La Cina (ma non solo la Cina) andrebbe radiata dal consorzio civile per reiterata opera di indegnità e invece in base a miserabili calcoli di fatturato trova unanimi giudizi favorevoli anche nei paladini della libertà ed è accolta in un consesso civile in cui la tutela delle dignità umana dovrebbe contare più di un bilancio in attivo o di un massacro scientificamente e superbamente eseguito.La Cina, in base a un richiamo irresistibile del sangue, per tanti versi ricorda i crudeli imperi del passato tutti crollati, tutti diventati polvere ma sopravvissuti nello spirito. Non c’è esperienza della storia, con i suoi misfatti e con i suoi severi moniti e insegnamenti, che l’abbia fatta recedere dagli antichi metodi di oppressione.

L’Impero di mezzo, come lo conobbe Marco Polo, ha cambiato fisionomia attraverso i secoli e s’è chiamato con i nomi più diversi e tutti altisonanti, com’è costume altero e pieno di decoro dei mandarini che hanno sempre governato la Cina in nome del tiranno che regnava a Pechino. È cambiato ben poco dagli ultimi imperatori del secolo XIX agli ultimi tiranni rossi dell’impero del sangue.

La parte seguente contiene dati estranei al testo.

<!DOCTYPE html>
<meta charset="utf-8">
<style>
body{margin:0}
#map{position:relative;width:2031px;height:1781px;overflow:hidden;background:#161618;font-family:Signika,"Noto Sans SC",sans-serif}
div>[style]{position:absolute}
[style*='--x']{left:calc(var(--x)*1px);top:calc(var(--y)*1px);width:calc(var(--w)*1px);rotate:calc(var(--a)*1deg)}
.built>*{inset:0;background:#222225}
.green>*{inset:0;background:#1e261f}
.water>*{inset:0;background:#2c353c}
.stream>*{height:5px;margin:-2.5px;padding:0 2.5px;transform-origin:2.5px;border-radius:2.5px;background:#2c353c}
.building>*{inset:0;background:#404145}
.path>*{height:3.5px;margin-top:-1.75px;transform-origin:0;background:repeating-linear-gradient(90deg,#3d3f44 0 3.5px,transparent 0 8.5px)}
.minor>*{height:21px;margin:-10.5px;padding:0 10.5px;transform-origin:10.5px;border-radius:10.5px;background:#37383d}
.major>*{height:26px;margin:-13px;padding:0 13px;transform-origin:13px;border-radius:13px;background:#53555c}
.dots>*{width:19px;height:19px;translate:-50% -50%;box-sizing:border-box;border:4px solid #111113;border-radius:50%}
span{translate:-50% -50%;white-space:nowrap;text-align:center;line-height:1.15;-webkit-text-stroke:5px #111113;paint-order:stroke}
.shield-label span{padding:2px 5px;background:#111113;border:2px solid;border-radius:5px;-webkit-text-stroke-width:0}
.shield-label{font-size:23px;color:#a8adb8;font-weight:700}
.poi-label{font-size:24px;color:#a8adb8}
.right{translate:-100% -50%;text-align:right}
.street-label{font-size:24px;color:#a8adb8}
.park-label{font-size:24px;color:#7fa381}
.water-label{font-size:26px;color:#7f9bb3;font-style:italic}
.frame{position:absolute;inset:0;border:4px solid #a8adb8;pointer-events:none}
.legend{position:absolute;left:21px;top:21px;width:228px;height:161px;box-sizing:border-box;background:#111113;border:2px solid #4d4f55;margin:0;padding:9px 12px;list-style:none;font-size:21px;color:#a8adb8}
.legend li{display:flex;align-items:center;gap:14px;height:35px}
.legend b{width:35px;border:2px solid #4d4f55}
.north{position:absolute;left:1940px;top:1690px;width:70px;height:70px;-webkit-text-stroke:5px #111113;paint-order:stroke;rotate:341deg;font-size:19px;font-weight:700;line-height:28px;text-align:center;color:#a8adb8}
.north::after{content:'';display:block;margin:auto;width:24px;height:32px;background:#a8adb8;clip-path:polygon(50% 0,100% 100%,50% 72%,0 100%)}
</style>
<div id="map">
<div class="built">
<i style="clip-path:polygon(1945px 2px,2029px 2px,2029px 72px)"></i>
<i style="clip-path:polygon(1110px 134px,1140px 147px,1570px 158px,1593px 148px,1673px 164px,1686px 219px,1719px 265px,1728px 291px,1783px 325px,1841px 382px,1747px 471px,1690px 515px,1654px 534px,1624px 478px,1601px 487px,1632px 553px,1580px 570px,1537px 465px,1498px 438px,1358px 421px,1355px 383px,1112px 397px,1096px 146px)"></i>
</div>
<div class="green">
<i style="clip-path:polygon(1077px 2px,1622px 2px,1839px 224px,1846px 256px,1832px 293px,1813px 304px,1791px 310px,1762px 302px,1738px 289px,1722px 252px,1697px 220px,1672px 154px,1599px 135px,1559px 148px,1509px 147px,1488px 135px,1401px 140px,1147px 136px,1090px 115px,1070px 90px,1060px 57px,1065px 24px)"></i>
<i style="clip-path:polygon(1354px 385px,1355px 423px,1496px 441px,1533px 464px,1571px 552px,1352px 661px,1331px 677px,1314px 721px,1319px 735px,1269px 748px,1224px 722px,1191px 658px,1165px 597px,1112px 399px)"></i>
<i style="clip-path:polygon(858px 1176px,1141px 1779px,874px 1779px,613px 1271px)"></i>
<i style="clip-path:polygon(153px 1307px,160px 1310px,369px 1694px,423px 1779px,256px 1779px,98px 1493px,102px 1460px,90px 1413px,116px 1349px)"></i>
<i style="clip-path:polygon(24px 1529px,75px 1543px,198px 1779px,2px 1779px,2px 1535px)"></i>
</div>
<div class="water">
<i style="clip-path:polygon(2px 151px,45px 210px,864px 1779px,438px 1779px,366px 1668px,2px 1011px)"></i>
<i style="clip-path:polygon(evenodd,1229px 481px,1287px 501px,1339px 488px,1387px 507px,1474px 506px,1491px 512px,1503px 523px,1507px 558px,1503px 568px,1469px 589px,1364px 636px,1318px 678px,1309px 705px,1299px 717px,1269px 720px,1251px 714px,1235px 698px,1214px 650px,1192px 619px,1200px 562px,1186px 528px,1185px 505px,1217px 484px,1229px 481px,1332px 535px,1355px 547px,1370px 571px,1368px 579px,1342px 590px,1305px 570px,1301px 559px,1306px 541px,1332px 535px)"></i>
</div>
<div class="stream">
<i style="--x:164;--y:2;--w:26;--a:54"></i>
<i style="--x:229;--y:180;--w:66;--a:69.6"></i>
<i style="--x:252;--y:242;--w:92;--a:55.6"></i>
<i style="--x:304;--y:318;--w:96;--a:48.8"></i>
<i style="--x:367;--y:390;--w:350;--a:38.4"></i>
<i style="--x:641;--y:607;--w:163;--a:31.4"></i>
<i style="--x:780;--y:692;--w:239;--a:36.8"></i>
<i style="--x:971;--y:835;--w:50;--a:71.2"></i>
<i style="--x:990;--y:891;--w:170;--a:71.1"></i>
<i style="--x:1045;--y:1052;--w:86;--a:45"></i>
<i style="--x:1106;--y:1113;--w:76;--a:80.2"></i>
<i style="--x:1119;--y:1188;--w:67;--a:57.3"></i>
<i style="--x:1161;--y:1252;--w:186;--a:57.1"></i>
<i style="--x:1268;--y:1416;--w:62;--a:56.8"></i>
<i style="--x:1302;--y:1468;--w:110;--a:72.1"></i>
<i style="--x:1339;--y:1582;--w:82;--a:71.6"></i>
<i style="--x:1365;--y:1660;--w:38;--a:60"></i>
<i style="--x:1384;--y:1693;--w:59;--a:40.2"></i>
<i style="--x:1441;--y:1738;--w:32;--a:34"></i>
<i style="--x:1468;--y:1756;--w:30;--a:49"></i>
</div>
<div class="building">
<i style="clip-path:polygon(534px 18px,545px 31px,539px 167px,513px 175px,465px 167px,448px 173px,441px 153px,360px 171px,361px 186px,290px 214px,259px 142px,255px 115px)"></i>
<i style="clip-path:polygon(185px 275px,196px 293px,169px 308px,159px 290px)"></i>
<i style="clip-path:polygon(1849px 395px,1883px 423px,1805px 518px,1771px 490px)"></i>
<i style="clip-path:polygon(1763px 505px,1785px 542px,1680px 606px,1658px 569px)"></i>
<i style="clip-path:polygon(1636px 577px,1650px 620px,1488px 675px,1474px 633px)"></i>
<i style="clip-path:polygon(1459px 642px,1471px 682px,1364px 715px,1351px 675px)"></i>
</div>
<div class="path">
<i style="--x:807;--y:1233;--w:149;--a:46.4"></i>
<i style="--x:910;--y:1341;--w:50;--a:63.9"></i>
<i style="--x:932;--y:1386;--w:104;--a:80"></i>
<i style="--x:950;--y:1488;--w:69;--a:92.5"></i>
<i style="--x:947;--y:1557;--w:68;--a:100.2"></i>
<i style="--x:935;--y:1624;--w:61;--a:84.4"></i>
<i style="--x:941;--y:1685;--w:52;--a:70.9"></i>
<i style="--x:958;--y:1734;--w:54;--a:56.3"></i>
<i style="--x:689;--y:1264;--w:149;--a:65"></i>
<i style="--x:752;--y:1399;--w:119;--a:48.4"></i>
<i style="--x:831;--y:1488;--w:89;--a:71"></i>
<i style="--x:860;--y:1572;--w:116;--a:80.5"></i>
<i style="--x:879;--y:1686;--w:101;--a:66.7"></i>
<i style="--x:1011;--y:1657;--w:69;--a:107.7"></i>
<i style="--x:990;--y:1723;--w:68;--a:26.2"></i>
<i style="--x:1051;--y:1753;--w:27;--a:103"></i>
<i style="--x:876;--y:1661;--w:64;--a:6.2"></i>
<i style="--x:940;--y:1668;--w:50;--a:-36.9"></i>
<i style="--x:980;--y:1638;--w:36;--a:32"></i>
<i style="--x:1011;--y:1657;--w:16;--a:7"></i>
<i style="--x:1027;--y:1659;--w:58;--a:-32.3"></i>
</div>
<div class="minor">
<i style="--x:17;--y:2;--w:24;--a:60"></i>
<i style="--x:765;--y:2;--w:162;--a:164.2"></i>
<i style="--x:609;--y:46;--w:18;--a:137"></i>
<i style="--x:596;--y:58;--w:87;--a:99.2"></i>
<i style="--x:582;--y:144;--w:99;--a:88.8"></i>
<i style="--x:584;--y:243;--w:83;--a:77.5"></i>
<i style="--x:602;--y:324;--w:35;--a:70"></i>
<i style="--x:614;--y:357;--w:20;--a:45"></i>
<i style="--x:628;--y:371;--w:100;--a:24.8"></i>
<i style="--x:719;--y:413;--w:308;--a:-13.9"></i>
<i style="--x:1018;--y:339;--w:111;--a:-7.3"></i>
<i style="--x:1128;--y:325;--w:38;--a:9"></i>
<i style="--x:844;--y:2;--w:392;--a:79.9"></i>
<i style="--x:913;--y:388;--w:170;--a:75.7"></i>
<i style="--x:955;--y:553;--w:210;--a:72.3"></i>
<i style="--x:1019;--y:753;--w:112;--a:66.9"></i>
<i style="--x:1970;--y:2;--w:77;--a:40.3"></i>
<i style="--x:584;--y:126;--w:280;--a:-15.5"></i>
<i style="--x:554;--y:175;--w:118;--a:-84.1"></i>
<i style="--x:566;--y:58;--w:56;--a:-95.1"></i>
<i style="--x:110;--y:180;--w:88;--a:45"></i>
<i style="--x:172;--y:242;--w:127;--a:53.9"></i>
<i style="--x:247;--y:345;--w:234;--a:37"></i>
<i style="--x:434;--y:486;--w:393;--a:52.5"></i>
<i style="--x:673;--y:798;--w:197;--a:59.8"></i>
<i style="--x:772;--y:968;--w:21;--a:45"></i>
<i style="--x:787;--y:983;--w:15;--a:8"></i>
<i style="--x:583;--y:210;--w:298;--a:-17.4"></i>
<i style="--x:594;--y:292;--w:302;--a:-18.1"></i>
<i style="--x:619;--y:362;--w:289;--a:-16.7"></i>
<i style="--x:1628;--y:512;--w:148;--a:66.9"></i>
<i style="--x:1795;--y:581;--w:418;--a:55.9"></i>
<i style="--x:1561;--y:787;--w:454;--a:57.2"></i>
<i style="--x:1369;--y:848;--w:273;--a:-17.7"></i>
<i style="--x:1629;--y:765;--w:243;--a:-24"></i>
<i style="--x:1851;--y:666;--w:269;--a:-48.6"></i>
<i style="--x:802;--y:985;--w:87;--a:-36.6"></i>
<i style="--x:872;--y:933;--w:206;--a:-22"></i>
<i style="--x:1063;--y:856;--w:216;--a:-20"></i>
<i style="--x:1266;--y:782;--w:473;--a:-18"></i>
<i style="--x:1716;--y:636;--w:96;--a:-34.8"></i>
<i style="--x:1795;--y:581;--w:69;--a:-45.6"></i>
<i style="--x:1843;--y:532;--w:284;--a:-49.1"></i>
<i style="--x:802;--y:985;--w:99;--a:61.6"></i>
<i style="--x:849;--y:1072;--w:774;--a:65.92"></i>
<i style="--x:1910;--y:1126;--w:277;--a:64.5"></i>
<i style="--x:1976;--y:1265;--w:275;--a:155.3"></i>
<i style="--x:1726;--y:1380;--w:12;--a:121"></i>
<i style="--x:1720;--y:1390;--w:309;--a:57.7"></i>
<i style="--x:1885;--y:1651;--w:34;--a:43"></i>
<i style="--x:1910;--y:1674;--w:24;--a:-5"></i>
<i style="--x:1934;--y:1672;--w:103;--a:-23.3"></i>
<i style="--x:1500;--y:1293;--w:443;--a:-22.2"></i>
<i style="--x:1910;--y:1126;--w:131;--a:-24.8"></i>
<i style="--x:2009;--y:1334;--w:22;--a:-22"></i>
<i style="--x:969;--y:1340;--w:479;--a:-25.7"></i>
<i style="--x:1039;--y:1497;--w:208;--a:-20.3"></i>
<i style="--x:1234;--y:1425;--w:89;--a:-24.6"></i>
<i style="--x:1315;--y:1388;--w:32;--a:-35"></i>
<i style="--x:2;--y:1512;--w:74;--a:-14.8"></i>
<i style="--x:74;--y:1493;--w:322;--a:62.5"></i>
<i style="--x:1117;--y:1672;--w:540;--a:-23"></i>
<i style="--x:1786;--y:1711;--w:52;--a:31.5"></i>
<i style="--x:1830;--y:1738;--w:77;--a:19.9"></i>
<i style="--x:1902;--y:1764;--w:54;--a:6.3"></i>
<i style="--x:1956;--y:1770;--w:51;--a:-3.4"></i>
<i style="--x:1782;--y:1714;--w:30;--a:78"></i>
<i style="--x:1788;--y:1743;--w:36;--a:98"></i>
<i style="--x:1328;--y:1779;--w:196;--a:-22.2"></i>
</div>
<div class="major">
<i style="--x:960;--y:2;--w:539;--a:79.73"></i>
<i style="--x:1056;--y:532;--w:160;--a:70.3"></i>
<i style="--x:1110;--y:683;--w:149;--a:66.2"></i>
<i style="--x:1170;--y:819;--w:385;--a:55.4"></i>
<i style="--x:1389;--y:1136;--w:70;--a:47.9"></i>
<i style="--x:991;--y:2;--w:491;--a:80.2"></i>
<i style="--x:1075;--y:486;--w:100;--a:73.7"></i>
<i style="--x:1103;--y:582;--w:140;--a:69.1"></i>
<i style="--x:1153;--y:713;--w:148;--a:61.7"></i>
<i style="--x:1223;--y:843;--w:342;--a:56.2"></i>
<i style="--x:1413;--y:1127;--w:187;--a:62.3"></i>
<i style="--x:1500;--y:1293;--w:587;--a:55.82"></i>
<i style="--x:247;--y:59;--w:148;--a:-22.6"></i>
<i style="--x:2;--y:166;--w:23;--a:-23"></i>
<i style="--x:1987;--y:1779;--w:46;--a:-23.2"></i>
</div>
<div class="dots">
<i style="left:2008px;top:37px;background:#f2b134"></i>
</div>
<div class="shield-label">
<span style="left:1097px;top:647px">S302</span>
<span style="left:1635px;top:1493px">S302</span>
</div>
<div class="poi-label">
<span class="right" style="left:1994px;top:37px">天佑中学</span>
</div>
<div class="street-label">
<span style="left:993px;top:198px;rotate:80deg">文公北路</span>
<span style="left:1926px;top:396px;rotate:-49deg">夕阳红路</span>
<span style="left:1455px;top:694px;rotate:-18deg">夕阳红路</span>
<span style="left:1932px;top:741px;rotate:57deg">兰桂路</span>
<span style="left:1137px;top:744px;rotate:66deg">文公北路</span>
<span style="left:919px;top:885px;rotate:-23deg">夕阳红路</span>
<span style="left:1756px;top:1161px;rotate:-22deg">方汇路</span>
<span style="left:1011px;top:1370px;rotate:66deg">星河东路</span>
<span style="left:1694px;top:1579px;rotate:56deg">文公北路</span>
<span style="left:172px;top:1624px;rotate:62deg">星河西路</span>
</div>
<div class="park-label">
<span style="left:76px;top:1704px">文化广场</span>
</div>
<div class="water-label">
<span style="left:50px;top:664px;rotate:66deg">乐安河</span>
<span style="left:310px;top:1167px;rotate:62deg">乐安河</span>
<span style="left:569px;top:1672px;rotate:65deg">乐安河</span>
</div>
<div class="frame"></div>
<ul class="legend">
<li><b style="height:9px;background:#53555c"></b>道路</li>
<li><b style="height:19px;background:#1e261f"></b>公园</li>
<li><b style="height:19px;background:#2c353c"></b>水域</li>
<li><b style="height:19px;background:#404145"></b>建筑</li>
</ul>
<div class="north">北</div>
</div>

In Cina i ritmi sono scanditi dai secoli e da regole immutabili. L’uomo, la sua individualità, non ha mai contato se non come folla indistinta in un impero che ne rigurgitava ma che all’occorrenza sapeva come ricondurre alla ragione con i metodi che non sono cambiati dal Celeste Impero a Mao-Tze Tung. È sulla sua potenza economica contraffatta che la Cina basa la sua pretesa di impunità.

È sulla sua ideologia di morte che la Cina basa la sua potenza militare. Fascismo, nazismo e comunismo intrecciati insieme formano la nuova dottrina totalitaria del Terzo Mondo, che va dalla Cina, all’Islam, all’Africa tribale, al centro e sud America dei caudillo indios. È la nuova barbarie nazista coalizzata. Gli europei vanno in Cina e scoprono un mercato immenso di opportunità. Il delitto passa in secondo piano quando preme la firma del contratto. Le persecuzioni dei preti e le aggressioni pubbliche ai cattolici continuano nella certezza che non saranno le denunce delle missioni estere a fermare il lucroso interscambio. Si dà sfogo al libero mercato del sangue.

La pena di morte elargita per i più futili motivi non solleva moti di indignazione come una condanna a morte negli Stati Uniti, dopo anni di revisione del processo. La barbarie cinese ha il pregio di essere confezionata in carta di lusso, come una sontuosa vetrina natalizia. Del resto la morte non si vede. Sono spettacoli che il Governo cinese risparmia all’ospite occidentale venuto solo per fare buoni affari. Gli europei non vedono. Soprattutto tacciono.
Con i mercanti di morte non valgono discorsi di umanità e di etica. Le dittature non si blandiscono. Si combattono.